Power Is the Binding Constraint on Compute

Notes · Compute · 2026-05-16

The regime change in this note is one we find compelling enough to build the measurement for. What follows is the argument, not a position.

A note, not an edge — Hysteresis Research is a research-driven quantitative trading firm. It operates across global macro and crypto derivatives. Its durable advantage is method, not a claimed regime edge. This note is a research argument from our regime-hysteresis research program; it is not a claimed edge or a position.

For most of the last decade, the constraint on artificial-intelligence compute was silicon. More capability meant more chips, and the market learned to price that chain with precision: the chip designers, the foundries, the model labs, the hyperscaler capital budgets. It is the most-covered, most-narrated complex in the equity market today.

That constraint has moved. The marginal limit on deploying compute is no longer the chip — it is the power to run it, the grid to deliver it, and the years it takes to build either. The bottleneck has shifted from the layer the market watches most closely to the layer it watches least: the physical supply of electricity and the infrastructure that carries it.

Whether the market has re-priced this with the same precision is an empirical question, not a slogan — and the reason it might not have is structural rather than informational. Power-sector fundamentals do not re-rate an equity on an announcement; they re-rate it on multi-quarter confirmation. And the analysts who set the anchor still carry demand models built before this regime, in which electricity consumption grows by a fraction of a percent a year. A demand curve that has bent does not travel into those models on the day it bends. It arrives slowly, over exactly the interval a discretionary book graded on monthly performance cannot afford to wait through.
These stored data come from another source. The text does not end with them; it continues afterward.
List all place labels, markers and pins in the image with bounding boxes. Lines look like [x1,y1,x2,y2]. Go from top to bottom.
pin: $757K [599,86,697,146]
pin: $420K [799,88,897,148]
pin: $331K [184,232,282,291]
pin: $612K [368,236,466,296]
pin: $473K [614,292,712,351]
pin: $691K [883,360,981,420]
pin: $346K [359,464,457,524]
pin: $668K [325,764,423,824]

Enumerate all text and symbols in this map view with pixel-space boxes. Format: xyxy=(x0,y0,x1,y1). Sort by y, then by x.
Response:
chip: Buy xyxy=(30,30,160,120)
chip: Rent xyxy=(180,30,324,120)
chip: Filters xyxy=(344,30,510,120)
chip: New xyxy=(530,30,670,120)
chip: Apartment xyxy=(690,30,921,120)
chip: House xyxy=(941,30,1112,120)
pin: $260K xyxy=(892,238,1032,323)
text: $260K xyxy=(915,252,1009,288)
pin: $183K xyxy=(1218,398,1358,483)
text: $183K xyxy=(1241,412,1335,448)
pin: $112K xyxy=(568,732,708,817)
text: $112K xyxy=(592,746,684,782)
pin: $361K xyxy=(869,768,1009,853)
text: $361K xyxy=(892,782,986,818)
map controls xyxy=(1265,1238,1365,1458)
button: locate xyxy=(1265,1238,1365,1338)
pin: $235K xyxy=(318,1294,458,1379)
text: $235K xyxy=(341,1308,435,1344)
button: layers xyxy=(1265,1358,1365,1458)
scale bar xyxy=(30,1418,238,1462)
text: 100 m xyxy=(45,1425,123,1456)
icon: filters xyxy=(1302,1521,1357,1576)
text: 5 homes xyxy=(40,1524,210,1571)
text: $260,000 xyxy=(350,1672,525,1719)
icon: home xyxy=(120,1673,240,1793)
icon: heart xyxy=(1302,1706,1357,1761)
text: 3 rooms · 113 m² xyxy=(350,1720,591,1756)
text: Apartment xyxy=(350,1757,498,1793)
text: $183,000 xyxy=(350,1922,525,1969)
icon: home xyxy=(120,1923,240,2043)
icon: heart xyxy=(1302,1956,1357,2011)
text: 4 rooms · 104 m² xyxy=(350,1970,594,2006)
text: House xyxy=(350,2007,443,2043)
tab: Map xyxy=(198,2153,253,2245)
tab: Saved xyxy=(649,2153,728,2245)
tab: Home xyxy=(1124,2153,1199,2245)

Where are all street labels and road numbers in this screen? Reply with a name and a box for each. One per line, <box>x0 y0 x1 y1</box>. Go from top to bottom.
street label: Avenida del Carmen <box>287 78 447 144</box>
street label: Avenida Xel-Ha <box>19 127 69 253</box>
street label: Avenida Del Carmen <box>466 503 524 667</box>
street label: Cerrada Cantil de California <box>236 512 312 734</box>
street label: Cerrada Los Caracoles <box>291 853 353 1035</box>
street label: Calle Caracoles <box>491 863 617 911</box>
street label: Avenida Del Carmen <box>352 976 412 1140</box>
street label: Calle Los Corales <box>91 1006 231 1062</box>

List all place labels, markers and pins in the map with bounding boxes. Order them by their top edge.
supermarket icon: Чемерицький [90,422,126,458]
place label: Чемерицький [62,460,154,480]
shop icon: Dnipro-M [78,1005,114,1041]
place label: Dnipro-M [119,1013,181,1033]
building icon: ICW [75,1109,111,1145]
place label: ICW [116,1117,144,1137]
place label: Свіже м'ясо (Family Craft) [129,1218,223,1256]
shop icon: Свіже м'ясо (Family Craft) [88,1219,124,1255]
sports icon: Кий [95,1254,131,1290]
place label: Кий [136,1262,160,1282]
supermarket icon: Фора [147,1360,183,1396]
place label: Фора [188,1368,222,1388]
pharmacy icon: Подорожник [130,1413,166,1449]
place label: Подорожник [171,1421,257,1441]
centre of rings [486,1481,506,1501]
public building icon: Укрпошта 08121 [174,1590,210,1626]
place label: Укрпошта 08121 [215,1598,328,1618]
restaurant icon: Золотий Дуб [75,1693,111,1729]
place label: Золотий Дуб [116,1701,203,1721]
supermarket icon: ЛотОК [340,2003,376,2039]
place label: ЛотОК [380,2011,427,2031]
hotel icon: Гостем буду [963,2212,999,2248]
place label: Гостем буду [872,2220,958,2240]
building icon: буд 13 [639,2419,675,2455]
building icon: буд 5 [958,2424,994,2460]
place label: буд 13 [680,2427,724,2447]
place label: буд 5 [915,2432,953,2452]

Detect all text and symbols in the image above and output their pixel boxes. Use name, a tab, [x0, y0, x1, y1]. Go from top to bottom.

If that is right, the distance between a power-demand regime that has already changed and a power-supply complex that has not yet re-rated is not a rumor to be front-run. The open question this note frames is whether it is a gap that may persist — long enough to be measured.

That last phrase is the whole discipline, and it is also the precondition. We are not interested in the theme; the theme is loud, and loud is already priced. We are interested in the part that is quiet because it is slow: the lag itself, whether it behaves the way the same demand-to-infrastructure transition has behaved in earlier regimes, and the specific conditions under which it would close or reverse. A thesis worth holding is one that says in advance what would prove it wrong — and one that earns its size only after the distance has actually been measured to that standard, not before. This is an archived v0.1 research direction (dormant, unfunded; no asserted edge) precisely because it is the hardest version of that test; it carries no capital, and the measurement and its replication across prior regimes are not in hand.

This is the work — turning an observed regime change into a falsifiable question, and letting the research, not the narrative, decide whether and when it carries size. Research compounds; capital follows.